Read the Overview First

This note is part of the Micrograd series. Before continuing, it is essential to read Micrograd overview: it explains how these Markdown notes are organized, how the code carries across notes, and how to read or reproduce the material step by step.

Building the Value Object

Neural networks can be viewed as large mathematical expressions built by composing many small scalar operations. Plain Python numbers are enough to compute the final value of such an expression, but they do not remember the operations that produced it. Once backpropagation enters the picture, that memory becomes essential: each intermediate value must know not only its numerical data, but also how it depends on earlier values.

Micrograd introduces this memory through the Value class. A Value starts as a thin wrapper around a scalar number, but it will gradually become a node in a computation graph: it will store its data, remember the operation that created it, keep references to its parent values, and eventually hold the gradient of the final output with respect to itself.

Value class: first version

class Value:
 
  def __init__(self, data):
    self.data = data
 
  def __repr__(self):
    return f"Value(data={self.data})"
 
  def __add__(self, other):
    out = Value(self.data + other.data)
    return out
 
  def __mul__(self, other):
    out = Value(self.data * other.data)
    return out
 

What this 1st version does

This first version of Value is only a scalar wrapper. Each object stores one number in self.data.
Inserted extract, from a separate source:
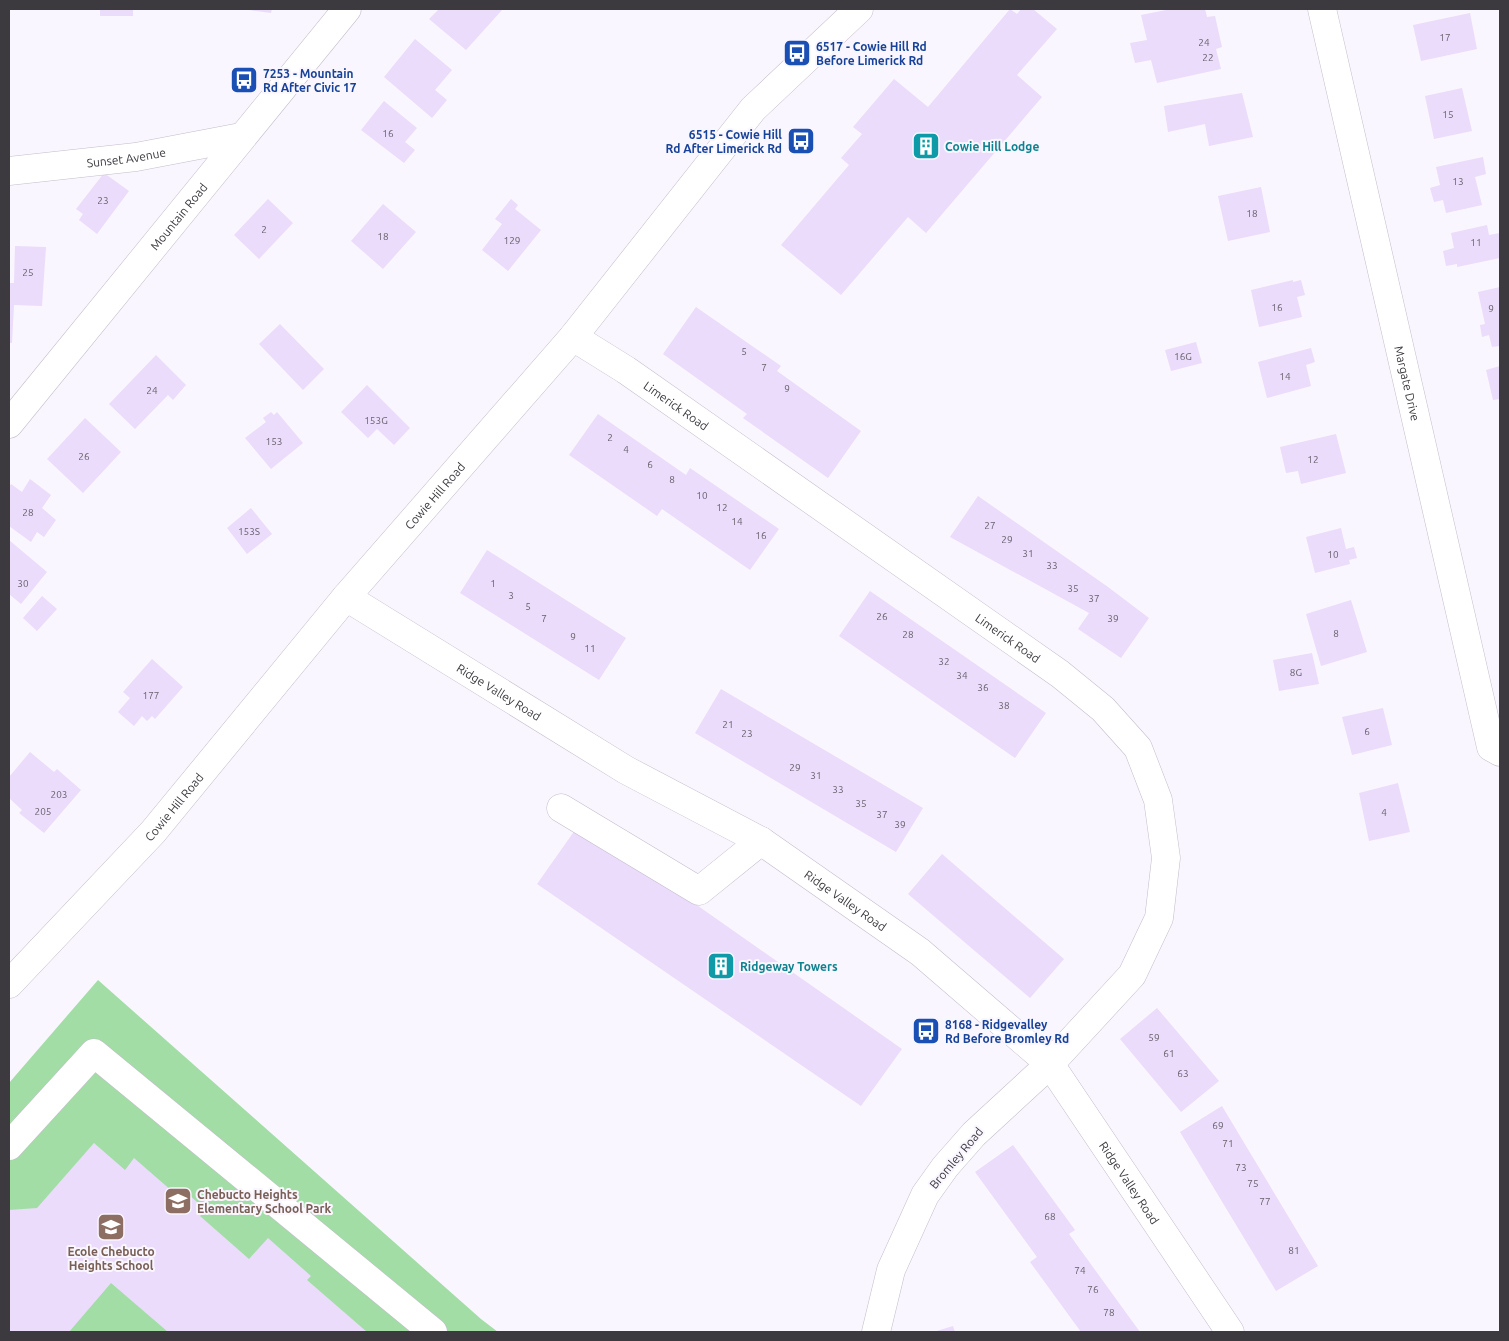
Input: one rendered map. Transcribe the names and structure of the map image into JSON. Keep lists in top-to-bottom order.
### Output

  • __init__ is called when a new Value is created and saves the input number inside the object.
  • __repr__ controls how a Value is displayed, so printing it shows something readable like Value(data=2.0).
  • __add__ defines what happens when two Value objects are added with a + b.
  • __mul__ defines what happens when two Value objects are multiplied with a * b.

These special Python methods are called dunder methods because their names start and end with double underscores. Python calls them automatically behind the scenes:

  • creating Value(2.0) calls __init__
  • displaying a Value calls __repr__
  • writing a + b calls a.__add__(b), and writing a * b calls a.__mul__(b).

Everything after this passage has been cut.